Обычный человек опять-таки собрался бы тихо, поцеловал жену и детишек и — поехал. Наместник бога так не может: ему обязательно надо объявить о своей поездке на весь мир, обязательно надо захватить с собой всех близких и дальних сородичей. Сам бог, снарядивший своего наместника на грешную землю, представить не может, что после этого будет происходить.

Прежде всего, в министерство внутренних дел стали поступать сведения из-за границы. Мол, группы социал-революционеров, обитающие в эмиграции, решили устроить покушение на государя-императора. Покушение, как они считают, лучше провести в Костроме, где, в силу малочисленности населения, не будет местной охраны, а значит, легче затеряться в восторженной толпе, приблизиться вплотную к его величеству. Шли подробные портретные характеристики будущих участников покушения:

«Эсер-максималист Алексей, он же Граф, он же Толстой — московский мещанин Алексей Никитич Неклюдов. Лет 26–27, полный, роста среднего, волосы на голове светло-русые, брови малозаметные, нос широкий, приплюснутый, лицо одутловатое. Одевается неряшливо, в темный, с легкой клеткой пиджак, черные брюки, котелок, летнее сероватое поношенное пальто…»

Ловите Алексея Неклюдова, он пробирается из-за границы в Кострому!

«Иван Бутылкин. Его сопровождали агенты из Брюсселя до Берлина, потом до Познани. Но на границе утеряли. Бутылкин высокий, стройный блондин, большие серые глаза, красивые маленькие усики, прыщавое лицо, нос горбинкой. Вид интеллигентный. Малограмотен».

«Эсер Аргунов, бывший студент московского университета. Телосложение среднее, цвет волос на голове, бровях и ресницах — темный, на усах, бороде, бакенбардах — с рыжеватым оттенком. Голос резкий, походка быстрая, размахивает руками. На правой стороне верхней части поясницы родинка величиной с ячменное зерно».

Что ни день, новые сведения. Прямо хоть хватай каждого, кто приезжает из-за границы: шатенов, русых, сутулых, прямых — ищи родинку с ячменное зерно.

Не меньше хлопот доставляли полиции внутренние события. У известного богатея Саввы Мамонтова, собравшегося на празднества в Кострому, вдруг выкрали паспорт. В жандармские управления Костромы и Ярославля прилетели спешные описания примет настоящего Мамонтова. «Будет кто предъявлять паспорт, а приметы не сойдутся, — надлежит немедленно арестовывать».

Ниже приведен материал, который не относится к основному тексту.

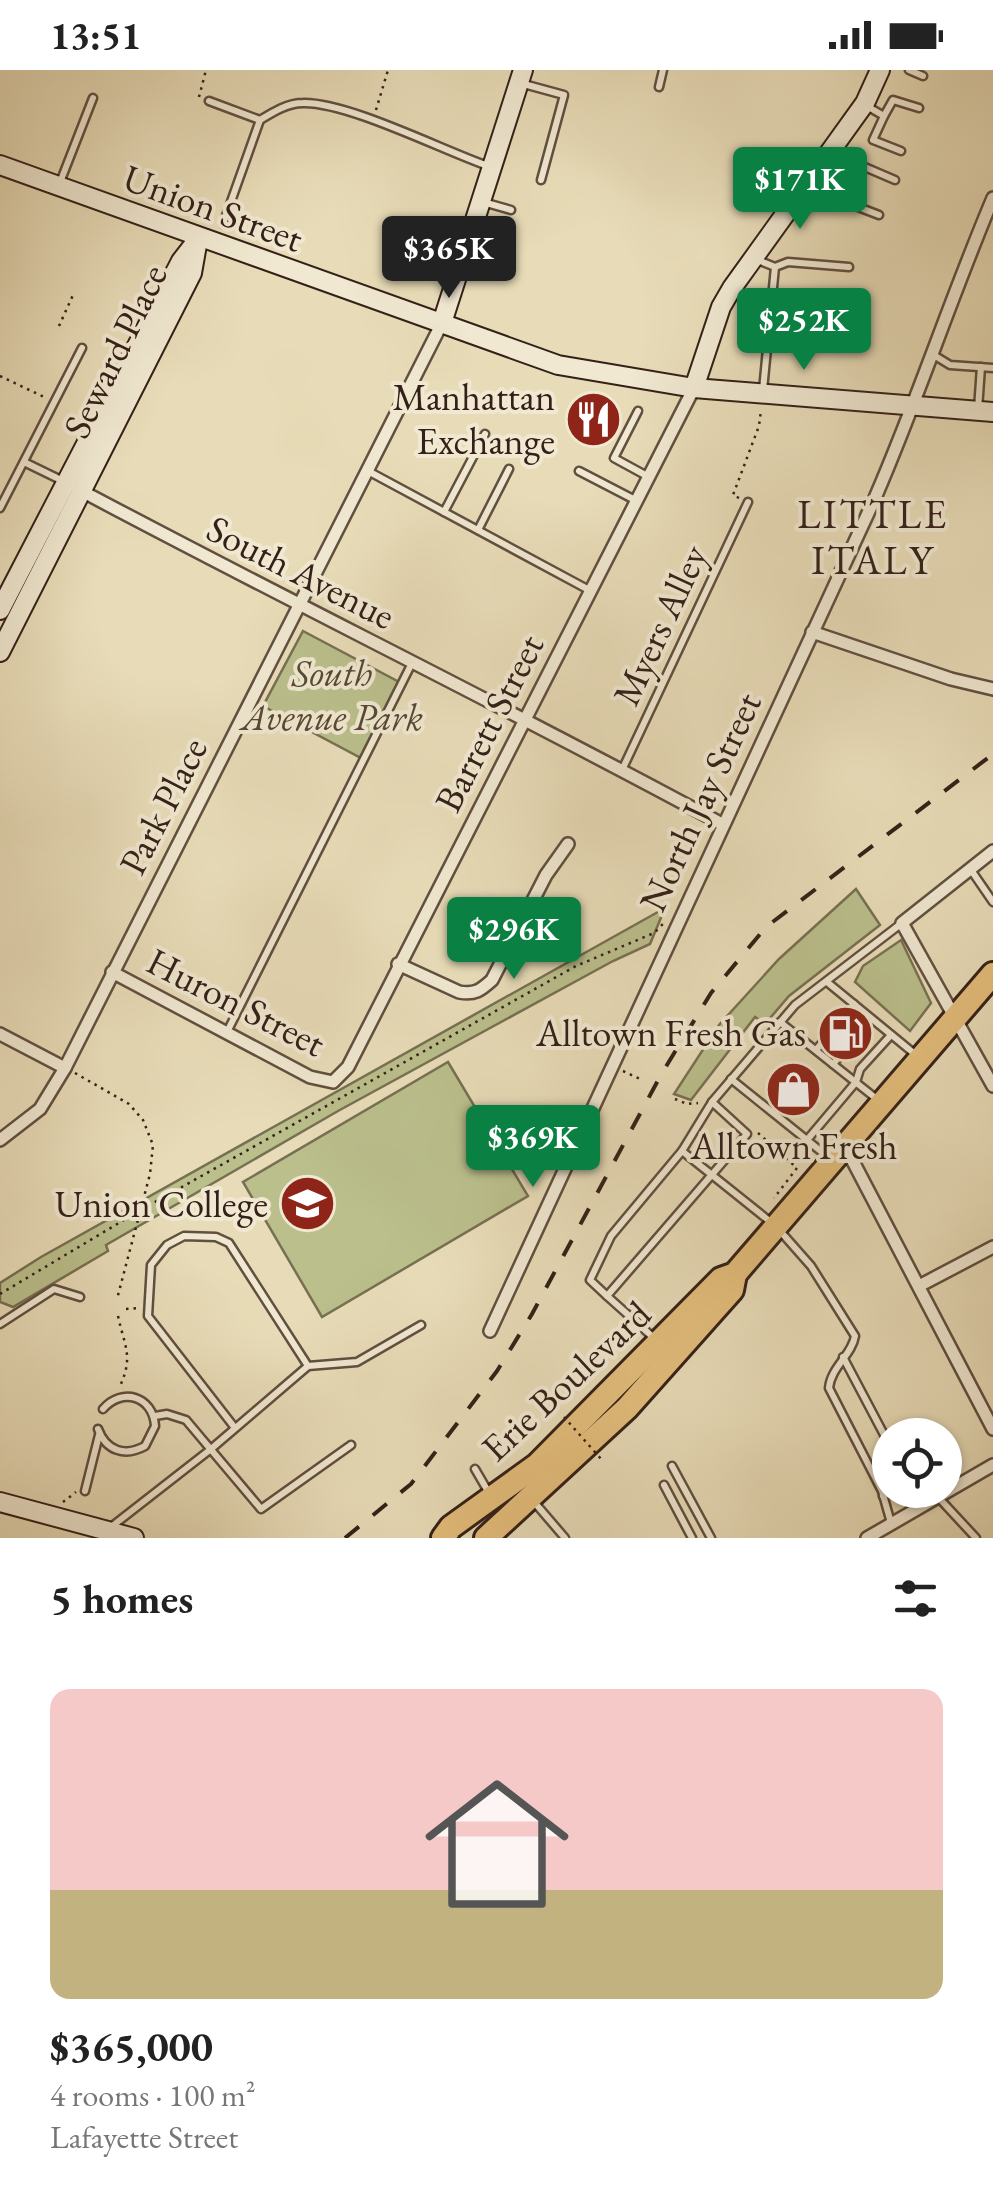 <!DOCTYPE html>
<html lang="en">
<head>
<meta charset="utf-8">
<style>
  body { margin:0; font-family:"EB Garamond",serif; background:#f6f6f6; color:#222; height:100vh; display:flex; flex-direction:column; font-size:38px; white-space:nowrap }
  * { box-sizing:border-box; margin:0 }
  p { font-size:32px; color:#767676 }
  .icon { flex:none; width:55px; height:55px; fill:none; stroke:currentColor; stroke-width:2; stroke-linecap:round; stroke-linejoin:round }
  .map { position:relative; height:1468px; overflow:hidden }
  .side { display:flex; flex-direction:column; background:#fff; flex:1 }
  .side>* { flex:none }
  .fabs { position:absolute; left:872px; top:1348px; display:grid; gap:20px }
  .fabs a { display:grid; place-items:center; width:90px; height:90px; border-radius:50%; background:#fff; box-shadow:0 2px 8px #0004; font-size:50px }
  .price { position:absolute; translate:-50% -85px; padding:0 22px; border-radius:10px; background:#0b8043; color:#fff; font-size:32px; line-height:65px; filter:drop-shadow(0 2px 5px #0008) }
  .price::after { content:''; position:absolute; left:50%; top:60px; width:30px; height:22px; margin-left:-15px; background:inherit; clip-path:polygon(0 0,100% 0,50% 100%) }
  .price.current { background:#222; color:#fff }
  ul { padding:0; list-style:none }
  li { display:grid; align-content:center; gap:20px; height:530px; padding:0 50px }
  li+li { border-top:2px solid #e0e0e0 }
  li span { display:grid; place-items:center; height:310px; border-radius:20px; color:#555 }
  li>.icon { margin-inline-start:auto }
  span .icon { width:180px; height:180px; fill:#fffc; stroke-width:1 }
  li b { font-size:42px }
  h2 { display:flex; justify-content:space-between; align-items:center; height:120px; padding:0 50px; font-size:42px }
  .status { display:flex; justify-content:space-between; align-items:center; height:70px; padding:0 50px; background:#fff; direction:ltr }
  .status svg { height:28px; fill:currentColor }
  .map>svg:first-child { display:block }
</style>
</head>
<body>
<div class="status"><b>13:51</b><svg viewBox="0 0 49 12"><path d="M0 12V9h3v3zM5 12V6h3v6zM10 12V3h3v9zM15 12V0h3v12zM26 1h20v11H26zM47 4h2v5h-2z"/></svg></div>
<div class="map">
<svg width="993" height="1468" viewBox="0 0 993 1468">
  <rect width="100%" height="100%" fill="#e8dcb8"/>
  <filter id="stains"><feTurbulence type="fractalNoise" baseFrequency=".002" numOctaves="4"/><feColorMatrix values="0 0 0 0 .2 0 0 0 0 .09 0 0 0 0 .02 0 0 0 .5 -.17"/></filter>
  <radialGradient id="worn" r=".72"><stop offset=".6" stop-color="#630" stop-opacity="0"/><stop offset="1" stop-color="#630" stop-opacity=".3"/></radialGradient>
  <g fill="#babf8c" stroke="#777052" stroke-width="2.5">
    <polygon points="303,561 401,613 361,688 263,636"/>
    <polygon points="856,819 880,855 789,926 765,954 755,947 691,1030 674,1024 719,955 779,889"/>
    <polygon points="665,838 650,874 613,891 338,1041 106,1175 108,1181 13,1237 0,1232 0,1213 41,1187"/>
    <polygon points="901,870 931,933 910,961 855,912 863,896"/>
    <polygon points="448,992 528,1126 322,1247 243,1112"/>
  </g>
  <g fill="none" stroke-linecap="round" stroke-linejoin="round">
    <defs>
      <g id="lane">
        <polyline points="909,0 923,6"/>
        <polyline points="520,13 564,25 541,110"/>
        <polyline points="659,17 663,0"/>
        <polyline points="209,31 260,50"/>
        <polyline points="865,35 884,46 893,30 919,38"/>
        <polyline points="884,46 873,70 901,81"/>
        <polyline points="832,83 895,110"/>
        <polyline points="59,115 93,28"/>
        <polyline points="806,117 879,145"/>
        <polyline points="483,132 511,140"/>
        <path d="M223 154 260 50C273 42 287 33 303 33 348 32 442 80 488 96"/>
        <polyline points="758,190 775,197 763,320"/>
        <polyline points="775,197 788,192 849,197"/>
        <polyline points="932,284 950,295 993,298"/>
        <polyline points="978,339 981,297"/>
        <polyline points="638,341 614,388 647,406"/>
        <polyline points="24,392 63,411"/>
        <polyline points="368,401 589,520"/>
        <polyline points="579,401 635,430"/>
        <polyline points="0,438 82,278"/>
        <polyline points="444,442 485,364"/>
        <polyline points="478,460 509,399"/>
        <polyline points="622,700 748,432"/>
        <polyline points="971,800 993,832"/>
        <polyline points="827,912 916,985"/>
        <polyline points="844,946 854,934"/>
        <polyline points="780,952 878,1030"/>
        <polyline points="862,960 871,949"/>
        <polyline points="227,962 412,593"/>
        <polyline points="816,980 828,966"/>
        <polyline points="833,994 845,980"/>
        <polyline points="731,1009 828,1087"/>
        <polyline points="807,1070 856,1012 860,999 891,965"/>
        <polyline points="772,1153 682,1081 712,1032 795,935 902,853"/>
        <path d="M781 1162 811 1196 855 1266C852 1285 831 1297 829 1318L882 1421 891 1453"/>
        <polyline points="607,1226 590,1210 611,1166 682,1081"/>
        <polyline points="0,1254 54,1219 80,1227"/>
        <polyline points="655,1269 607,1226 747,1064 712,1032"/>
        <polyline points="843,1287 890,1376"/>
        <polyline points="155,1346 167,1344 186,1350 261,1439 351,1375"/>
        <polyline points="235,1358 148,1246 151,1195 167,1175 184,1166 216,1167 229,1173 308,1296"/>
        <path d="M98 1359C106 1381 125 1387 145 1376L155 1356C153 1326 122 1317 103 1339"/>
        <polyline points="672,1396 711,1468"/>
        <polyline points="475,1399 489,1423"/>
        <polyline points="664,1415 692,1468"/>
        <polyline points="85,1421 99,1365"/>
        <polyline points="883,1426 894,1420"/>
        <polyline points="938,1427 976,1468"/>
        <polyline points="535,1433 565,1468"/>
        <polyline points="111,1457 211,1379 308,1296 357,1292 421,1255"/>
      </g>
      <g id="street">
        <path d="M78 419C292 533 510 639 722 754"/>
        <polyline points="812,562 951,609 993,619"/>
        <polyline points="993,781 902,853 993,1016"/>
        <path d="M398 894 459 922C475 925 481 920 492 910L546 805 568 774"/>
        <polyline points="112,902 310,1007 333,1012 348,997 694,318"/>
        <polyline points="0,964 65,998"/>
        <polyline points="0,1070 40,1039 65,998 442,253"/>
        <polyline points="846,1078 993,1359"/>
        <polyline points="919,1216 993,1177"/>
        <path d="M490 1261 875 428C918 329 951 227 993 128"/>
        <polyline points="867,1468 993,1395"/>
      </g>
      <g id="secondary">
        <polyline points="0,95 558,295 694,318 993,342"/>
        <polyline points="442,253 523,0"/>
        <polyline points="694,318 721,237 732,218 865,33 880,0"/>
        <polyline points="0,540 181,191 195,173"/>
        <polyline points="0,582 192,203 198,169"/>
        <polyline points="0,1432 134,1468"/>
      </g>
      <g id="highway">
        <polyline points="443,1468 451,1457 537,1395 721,1209 735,1204 993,904"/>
        <polyline points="486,1468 627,1338 732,1220 735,1204"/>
      </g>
    </defs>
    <use href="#lane" stroke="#614f40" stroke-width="11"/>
    <use href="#street" stroke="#614f40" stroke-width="16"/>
    <use href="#secondary" stroke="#342018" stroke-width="22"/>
    <use href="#highway" stroke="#342018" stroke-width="28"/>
    <g stroke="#342018" stroke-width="2.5" stroke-dasharray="2.5 5" stroke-linecap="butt">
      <polyline points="199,27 206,0"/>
      <polyline points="376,40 388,0"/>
      <polyline points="59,256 73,225"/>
      <polyline points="0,306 44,327"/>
      <polyline points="739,428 733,425 759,356 761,340"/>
      <polyline points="623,1001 640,1009"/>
      <polyline points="75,1003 129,1034 143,1050 153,1075 150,1104 117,1229"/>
      <polyline points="675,1029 687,1034 698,1033"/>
      <polyline points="758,1063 797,1098 774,1128"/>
      <polyline points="0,1224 139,1141 576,896 654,863 665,852"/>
      <polyline points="126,1239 140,1238"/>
      <path d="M118 1246C124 1275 134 1286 120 1316"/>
      <polyline points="63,1432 76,1422"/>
    </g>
    <use href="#lane" stroke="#f0e8d1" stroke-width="6"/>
    <use href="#street" stroke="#f0e8d1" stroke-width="11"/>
    <use href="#secondary" stroke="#f0e8d1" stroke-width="18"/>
    <use href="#highway" stroke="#e4be7c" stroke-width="22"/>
    <polyline stroke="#342018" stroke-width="4" stroke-dasharray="18 18" stroke-linecap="butt" points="345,1468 411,1414 497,1301 532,1244 662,1003 711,923 766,857 993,684"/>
    <polyline stroke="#342018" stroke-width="2.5" stroke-dasharray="2.5 5" stroke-linecap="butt" points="564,1347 602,1390"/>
  </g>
  <defs>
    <symbol id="restaurant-disc" viewBox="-11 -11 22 22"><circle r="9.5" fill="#8f2418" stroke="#f0e8d1"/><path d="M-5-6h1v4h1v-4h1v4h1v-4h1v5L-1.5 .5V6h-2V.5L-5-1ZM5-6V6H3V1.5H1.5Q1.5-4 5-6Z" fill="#fff"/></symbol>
    <symbol id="fuel-disc" viewBox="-11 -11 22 22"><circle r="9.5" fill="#8f2418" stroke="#f0e8d1"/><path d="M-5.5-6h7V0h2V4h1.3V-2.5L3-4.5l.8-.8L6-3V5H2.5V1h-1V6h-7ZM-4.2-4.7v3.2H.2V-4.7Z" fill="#fff"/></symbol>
    <symbol id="shop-disc" viewBox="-11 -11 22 22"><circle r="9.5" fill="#8f2418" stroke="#f0e8d1"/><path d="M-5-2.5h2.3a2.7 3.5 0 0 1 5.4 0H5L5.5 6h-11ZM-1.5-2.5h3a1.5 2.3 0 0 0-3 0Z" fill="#fff"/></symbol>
    <symbol id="university-disc" viewBox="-11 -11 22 22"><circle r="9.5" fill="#8f2418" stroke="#f0e8d1"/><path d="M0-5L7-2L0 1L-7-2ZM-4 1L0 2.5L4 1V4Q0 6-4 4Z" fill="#fff"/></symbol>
  </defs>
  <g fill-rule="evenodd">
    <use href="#restaurant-disc" x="562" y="318" width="63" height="63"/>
    <use href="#fuel-disc" x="814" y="932" width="63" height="63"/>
    <use href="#shop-disc" x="762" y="988" width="63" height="63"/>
    <use href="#university-disc" x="276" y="1102" width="63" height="63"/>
  </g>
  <g text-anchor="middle" stroke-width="8" stroke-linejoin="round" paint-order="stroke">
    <g font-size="38" fill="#342018" stroke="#f0e8d1">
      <text transform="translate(213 138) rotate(20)" y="13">Union Street</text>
      <text transform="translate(115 281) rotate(-64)" y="13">Seward Place</text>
      <text transform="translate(301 502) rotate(27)" y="13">South Avenue</text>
      <text transform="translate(660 555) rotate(-65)" y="13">Myers Alley</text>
      <text transform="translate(489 653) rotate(-63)" y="13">Barrett Street</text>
      <text transform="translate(700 732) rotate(-65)" y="13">North Jay Street</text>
      <text transform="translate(163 736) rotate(-63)" y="13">Park Place</text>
      <text transform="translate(236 932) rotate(27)" y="13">Huron Street</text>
      <text transform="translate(566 1311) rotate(-43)" y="13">Erie Boulevard</text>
    </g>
    <g font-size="38" fill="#342018" stroke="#f0e8d1" text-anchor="end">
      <text x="555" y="340">Manhattan<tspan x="555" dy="44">Exchange</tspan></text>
      <text x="806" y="976">Alltown Fresh Gas</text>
      <text x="794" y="1089" text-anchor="middle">Alltown Fresh</text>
      <text x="268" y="1147">Union College</text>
    </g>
    <g font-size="38" font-style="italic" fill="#564835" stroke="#f0e8d1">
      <text x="332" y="616">South<tspan x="332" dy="44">Avenue Park</tspan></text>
    </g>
    <g font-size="40" letter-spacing="2.5" fill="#342018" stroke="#f0e8d1">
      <text x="873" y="458">LITTLE<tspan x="873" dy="46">ITALY</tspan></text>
    </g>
  </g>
  <rect width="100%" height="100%" filter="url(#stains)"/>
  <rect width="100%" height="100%" fill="url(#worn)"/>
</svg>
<div class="fabs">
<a><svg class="icon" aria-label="locate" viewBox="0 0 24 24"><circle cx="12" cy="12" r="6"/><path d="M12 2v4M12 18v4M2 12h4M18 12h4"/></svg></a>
</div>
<b class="price" style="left:800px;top:162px">$171K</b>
<b class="price current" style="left:449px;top:231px">$365K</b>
<b class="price" style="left:804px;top:303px">$252K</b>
<b class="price" style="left:514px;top:912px">$296K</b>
<b class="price" style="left:533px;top:1120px">$369K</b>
</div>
<section class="side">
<h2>5 homes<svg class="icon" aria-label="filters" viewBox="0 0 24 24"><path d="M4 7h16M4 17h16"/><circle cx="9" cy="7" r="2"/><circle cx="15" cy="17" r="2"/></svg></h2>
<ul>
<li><span style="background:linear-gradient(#f6c9c9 65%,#c2b280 0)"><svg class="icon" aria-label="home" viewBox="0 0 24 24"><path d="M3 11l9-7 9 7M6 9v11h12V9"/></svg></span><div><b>$365,000</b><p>4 rooms · 100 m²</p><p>Lafayette Street</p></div></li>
</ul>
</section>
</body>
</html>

Местным жандармским чинам пришлось только поморщиться: у них своих дел хоть отбавляй! Доброжелатели, болеющие за веру, царя и отечество, прямо-таки засыпали верноподданническими письмами. В другое время складывали бы их для любопытства потомков, и делу конец. Нынче каждое проверяй, принимай надлежащие меры.

«Проживающий в Ярославле дворянин Степан Колмогоров носит и хранит у себя без разрешения револьвер и ведет знакомство с подозрительными личностями, что ввиду приезда в Ярославль высочайших особ едва ли удобно, при том желательно, чтобы ни у кого никакого оружия не было. Затем у него есть литература». Подпись: «Патриот».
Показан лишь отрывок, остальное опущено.